• **Problem description**: Only a number is wanted: how many lines of the entries include the string "webkit"?

Stored dataset items:
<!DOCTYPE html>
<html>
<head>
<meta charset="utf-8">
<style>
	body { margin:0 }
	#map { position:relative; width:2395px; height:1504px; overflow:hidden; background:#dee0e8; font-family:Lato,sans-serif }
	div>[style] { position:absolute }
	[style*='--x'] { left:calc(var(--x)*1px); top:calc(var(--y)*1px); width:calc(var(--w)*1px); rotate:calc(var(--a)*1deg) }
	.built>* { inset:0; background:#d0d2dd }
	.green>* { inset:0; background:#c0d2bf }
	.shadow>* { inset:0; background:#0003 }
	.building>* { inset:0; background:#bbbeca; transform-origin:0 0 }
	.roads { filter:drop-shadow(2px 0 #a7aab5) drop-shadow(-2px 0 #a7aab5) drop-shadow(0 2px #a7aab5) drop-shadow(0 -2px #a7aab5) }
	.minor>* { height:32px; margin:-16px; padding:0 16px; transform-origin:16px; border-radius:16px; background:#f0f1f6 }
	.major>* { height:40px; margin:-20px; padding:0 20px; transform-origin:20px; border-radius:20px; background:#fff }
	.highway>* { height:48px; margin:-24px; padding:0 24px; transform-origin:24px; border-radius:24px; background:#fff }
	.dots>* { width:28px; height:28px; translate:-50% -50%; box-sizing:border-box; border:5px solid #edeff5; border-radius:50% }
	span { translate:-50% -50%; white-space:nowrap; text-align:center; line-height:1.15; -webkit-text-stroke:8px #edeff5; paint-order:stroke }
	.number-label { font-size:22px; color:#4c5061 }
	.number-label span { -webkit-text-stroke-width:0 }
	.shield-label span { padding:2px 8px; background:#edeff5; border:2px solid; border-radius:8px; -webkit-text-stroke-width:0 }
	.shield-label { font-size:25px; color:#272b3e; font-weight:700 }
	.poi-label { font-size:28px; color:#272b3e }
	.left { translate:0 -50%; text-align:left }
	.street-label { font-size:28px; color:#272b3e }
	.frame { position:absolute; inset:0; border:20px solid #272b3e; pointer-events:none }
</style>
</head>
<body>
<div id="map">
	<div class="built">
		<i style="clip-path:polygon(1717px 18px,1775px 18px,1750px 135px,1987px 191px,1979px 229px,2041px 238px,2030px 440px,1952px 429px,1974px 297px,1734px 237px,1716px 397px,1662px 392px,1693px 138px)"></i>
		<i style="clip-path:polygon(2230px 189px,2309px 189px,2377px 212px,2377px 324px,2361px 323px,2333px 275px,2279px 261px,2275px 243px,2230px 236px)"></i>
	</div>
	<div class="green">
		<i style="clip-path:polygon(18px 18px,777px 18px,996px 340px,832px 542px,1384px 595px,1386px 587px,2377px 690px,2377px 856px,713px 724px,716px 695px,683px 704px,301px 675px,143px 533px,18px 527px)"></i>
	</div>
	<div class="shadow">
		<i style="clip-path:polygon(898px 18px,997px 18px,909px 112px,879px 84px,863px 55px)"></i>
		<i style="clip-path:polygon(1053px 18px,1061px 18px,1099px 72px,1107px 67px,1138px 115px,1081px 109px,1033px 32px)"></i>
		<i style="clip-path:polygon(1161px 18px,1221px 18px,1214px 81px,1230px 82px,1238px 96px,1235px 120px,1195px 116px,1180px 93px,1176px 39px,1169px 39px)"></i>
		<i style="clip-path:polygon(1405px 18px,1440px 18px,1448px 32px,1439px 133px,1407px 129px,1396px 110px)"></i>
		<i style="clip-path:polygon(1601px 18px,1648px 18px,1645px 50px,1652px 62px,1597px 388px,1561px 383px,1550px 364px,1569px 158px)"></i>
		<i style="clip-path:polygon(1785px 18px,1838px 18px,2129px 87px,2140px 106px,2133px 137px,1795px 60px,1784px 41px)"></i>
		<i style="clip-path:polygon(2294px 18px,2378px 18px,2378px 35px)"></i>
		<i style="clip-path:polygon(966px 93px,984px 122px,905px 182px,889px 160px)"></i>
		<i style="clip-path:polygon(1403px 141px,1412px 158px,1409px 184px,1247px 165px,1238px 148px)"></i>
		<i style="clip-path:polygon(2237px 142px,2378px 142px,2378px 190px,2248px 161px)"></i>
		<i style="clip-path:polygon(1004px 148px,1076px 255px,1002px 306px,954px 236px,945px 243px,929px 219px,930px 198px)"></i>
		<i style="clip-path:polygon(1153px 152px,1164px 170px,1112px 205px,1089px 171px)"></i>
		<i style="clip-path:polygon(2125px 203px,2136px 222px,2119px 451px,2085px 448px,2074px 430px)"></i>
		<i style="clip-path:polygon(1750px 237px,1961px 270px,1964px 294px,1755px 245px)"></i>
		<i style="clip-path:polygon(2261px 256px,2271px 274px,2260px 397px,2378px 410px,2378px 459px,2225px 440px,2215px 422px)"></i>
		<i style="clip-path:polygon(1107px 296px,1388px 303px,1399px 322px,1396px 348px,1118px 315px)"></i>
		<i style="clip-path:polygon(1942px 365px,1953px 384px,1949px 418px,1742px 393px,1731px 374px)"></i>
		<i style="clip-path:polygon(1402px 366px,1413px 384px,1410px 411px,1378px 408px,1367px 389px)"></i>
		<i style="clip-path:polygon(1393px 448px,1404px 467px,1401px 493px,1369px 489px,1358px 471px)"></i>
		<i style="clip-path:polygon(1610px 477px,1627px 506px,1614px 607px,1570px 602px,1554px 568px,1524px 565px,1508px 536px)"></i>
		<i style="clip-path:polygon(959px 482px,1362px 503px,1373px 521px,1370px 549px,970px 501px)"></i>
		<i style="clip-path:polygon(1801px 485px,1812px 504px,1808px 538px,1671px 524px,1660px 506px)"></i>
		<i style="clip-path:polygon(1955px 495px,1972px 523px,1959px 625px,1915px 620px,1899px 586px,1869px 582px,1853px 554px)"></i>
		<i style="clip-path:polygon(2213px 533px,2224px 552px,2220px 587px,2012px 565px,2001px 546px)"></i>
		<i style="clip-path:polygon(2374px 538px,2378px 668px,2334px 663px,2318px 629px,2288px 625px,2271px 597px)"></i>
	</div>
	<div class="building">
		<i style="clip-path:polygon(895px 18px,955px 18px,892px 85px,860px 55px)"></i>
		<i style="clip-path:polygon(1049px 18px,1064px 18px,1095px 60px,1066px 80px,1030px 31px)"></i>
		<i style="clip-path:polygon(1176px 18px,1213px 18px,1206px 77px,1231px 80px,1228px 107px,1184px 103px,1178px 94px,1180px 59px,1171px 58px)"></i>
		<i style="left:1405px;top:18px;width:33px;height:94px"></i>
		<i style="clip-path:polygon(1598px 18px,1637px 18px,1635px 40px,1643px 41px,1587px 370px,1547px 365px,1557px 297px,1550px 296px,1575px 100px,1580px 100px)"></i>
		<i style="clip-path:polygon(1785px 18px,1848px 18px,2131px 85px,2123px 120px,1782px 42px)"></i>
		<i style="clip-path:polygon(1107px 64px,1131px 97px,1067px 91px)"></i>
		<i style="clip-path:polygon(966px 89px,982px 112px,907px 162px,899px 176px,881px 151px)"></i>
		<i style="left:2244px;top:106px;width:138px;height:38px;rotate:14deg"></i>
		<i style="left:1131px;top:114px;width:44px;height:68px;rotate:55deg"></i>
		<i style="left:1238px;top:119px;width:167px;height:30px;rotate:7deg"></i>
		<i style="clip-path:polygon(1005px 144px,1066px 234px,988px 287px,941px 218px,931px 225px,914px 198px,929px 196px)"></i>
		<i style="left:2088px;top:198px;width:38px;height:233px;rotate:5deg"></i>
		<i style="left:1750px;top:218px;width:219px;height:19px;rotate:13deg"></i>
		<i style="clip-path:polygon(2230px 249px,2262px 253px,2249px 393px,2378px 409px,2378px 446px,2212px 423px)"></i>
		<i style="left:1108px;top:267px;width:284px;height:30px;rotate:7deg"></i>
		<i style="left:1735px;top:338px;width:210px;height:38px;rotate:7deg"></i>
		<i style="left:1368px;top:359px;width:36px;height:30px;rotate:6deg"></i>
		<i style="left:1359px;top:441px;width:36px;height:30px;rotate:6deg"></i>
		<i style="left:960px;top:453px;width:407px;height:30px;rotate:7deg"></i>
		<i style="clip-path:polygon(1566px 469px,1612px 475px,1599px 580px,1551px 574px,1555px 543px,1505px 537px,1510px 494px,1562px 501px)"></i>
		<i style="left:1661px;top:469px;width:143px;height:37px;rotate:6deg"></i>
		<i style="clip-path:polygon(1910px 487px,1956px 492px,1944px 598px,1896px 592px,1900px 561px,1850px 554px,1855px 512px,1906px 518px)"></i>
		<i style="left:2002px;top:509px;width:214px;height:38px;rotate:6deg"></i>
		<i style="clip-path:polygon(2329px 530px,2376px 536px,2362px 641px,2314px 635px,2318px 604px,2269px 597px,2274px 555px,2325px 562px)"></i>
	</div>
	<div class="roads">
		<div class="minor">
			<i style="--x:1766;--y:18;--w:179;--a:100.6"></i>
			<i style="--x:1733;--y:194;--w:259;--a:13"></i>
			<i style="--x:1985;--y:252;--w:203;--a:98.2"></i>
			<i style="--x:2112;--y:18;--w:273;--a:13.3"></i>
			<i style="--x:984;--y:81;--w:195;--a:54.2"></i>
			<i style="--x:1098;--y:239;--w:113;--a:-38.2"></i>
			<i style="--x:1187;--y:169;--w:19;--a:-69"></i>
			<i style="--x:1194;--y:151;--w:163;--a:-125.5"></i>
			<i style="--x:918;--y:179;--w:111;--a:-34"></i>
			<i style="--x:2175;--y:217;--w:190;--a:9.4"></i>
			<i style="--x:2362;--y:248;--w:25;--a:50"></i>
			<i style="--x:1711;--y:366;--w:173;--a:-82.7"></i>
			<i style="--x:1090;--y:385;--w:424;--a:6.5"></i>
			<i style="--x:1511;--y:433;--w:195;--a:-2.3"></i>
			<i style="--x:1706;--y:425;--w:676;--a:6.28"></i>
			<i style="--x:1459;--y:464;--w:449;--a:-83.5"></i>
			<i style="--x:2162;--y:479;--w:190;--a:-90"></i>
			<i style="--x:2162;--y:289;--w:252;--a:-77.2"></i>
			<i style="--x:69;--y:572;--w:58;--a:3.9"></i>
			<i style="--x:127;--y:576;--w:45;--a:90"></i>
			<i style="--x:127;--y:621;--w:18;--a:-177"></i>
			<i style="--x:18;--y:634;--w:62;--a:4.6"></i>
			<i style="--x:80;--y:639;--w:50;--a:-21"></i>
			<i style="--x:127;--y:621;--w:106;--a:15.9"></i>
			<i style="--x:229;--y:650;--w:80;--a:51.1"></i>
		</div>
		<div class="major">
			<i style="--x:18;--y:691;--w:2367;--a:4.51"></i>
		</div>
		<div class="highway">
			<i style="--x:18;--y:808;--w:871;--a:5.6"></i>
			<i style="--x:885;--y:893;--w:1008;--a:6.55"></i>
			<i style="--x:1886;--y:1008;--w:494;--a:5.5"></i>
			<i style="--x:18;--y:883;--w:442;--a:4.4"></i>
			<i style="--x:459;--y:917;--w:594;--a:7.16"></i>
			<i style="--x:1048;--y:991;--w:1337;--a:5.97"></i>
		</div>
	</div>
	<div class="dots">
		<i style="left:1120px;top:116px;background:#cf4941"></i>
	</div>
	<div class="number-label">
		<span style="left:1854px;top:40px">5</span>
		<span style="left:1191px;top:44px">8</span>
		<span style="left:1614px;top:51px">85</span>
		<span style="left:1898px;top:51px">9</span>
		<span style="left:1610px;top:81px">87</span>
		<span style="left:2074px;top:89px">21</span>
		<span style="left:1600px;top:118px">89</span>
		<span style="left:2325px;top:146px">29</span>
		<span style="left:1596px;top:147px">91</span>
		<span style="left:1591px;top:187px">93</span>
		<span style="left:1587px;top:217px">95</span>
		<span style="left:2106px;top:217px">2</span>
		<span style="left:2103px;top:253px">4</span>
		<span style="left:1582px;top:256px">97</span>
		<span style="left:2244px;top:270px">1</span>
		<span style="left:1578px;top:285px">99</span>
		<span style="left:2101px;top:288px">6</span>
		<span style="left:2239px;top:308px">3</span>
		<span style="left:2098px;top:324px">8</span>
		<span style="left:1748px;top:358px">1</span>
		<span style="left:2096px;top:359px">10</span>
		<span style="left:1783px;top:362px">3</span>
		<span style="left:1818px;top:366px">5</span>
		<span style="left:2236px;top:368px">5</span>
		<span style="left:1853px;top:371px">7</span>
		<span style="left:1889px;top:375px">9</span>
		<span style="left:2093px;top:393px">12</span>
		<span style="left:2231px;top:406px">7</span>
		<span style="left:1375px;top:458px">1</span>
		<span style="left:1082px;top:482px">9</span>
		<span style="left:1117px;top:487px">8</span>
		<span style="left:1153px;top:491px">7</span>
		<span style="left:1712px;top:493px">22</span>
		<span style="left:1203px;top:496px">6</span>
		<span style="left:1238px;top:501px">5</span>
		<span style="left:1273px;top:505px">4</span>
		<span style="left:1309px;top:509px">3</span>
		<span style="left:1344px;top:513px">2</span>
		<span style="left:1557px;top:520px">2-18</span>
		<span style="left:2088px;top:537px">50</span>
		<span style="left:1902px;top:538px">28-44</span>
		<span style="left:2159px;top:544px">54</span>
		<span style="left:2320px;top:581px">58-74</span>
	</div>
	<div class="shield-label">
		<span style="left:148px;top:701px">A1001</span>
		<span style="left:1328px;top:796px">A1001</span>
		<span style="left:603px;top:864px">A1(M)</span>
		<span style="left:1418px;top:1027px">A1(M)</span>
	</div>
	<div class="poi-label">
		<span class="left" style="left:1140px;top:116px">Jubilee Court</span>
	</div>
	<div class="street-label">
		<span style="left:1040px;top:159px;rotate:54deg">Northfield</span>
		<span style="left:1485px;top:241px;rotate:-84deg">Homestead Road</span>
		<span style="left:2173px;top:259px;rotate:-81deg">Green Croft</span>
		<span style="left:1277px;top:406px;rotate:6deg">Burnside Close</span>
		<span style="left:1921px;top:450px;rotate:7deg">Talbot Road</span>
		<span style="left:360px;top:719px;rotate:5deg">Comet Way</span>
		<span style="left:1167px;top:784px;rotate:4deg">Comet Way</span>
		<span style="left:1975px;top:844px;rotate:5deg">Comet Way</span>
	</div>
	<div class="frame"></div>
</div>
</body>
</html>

• **Reply to the task**: 3